A trilogia do Batman de Christopher Nolan é uma das, se não a mais, aclamada dentre os filmes do gênero de super-heróis. Desde o início, ficou claro que ela teria uma abordagem diferente, de uma forma mais dramática, filosófica e cheia de questionamentos. Cada filme aborda perguntas diferentes dentro de um mesmo universo: a cidade de Gotham. Além de um tema principal: é possível uma sociedade sem violência?

O canal Wisecrack fez uma análise da série por completo, como parte de sua série “A Filosofia de Christopher Nolan”, apresentando as semelhanças e a progressão em cada filme – todos baseados no conceito de Mimese de René Girard, a imitação.

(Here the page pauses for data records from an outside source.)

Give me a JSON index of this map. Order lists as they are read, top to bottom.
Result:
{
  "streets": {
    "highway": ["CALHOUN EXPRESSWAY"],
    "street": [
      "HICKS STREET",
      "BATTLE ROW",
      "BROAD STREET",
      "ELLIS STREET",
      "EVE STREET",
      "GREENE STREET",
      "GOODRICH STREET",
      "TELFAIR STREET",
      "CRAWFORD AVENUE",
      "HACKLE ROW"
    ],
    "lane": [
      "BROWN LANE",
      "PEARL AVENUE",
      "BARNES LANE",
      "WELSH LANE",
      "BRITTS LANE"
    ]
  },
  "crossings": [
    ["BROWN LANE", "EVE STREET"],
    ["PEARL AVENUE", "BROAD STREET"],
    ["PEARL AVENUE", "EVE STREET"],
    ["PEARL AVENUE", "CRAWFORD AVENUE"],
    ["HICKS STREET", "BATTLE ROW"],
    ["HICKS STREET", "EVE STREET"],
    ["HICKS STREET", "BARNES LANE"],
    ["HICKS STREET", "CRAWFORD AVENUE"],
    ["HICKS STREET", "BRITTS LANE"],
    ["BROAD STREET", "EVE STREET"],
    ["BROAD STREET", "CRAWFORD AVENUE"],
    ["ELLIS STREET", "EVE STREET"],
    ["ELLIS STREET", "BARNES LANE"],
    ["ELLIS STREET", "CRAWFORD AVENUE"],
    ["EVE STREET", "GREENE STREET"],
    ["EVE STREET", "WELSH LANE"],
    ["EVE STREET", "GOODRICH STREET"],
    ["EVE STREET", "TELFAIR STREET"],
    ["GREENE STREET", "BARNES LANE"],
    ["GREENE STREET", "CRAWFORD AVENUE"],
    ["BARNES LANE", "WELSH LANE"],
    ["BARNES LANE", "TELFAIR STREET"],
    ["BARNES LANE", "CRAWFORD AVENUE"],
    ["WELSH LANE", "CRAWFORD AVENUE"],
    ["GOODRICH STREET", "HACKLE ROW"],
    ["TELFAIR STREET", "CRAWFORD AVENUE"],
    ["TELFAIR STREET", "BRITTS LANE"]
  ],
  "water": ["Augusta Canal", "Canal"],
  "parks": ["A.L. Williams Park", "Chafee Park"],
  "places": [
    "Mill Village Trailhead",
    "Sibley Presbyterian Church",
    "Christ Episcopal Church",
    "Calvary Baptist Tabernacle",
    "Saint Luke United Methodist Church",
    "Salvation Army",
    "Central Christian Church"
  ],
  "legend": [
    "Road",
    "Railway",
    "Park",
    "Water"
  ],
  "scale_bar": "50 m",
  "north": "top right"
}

Pela forma em que o vídeo apresenta seus argumentos, parece evidente que o diretor pensou nesses aspectos quando estava criando o filme, fazendo algumas referências ao assunto em diálogos e outras formas. Basicamente, Girard reconhece de que a causa para muitos dos problemas da sociedade é a imitação. Uma pessoa copiando os hábitos, costumes, itens de outra pessoa, criando desejo, depois competitividade e gerando o que ele chama de vingança mimética. Os filmes da trilogia tratam do ciclo que isso causa (ou não), questionando se é possível viver em paz como sociedade.

Batman Begins

No primeiro filme da trilogia, a ideia de Mimese é mais presente em relações individuais dos personagens, especialmente no próprio Cavaleiro das Trevas, o Bruce Wayne. Quando era apenas um garoto, ele perde seus pais por uma questão de Mimese de um ladrão comum, que desejava a riqueza da família Wayne. Isso faz com que Bruce queira se vingar, ou seja, copiar os atos do assassino de seus pais – mas sua motivação acaba se transformando enquanto ele fica fora de Gotham. Decidindo então, enfrentar seus medos, e copiá-los para fazer algo bom – surgindo assim o Batman. O maior símbolo de justiça, um símbolo que possa ser copiado por todos – talvez o único modo de trazer paz para a sociedade.

O Cavaleiro das Trevas

No segundo filme, o foco individual é substituído por um foco na comunidade, na cidade de Gotham em um momento de crise. Nessa ocasião, os cidadãos precisam de uma referência para copiar, alguém que os inspire a mudar e transformar a cidade. Nesse caso, temos 2 referências: Batman e Harvey Dent, ambos lutam pela justiça, um com as próprias mãos e o outro com a lei. Mas as estratégias de ambos para combater o crime, acaba trazendo o Coringa para o lado da Máfia, alguém que se alimenta do medo de Gotham. Eis então que surge o único método de trazer paz para a sociedade de acordo com Girard: um bode expiatório. A ideia é culpar uma única pessoa pelo caos, sacrificando-a e trazendo paz temporariamente. Obviamente a situação de Gotham não é culpa de uma única pessoa, por isso é uma questão de tempo até a ilusão se quebrar.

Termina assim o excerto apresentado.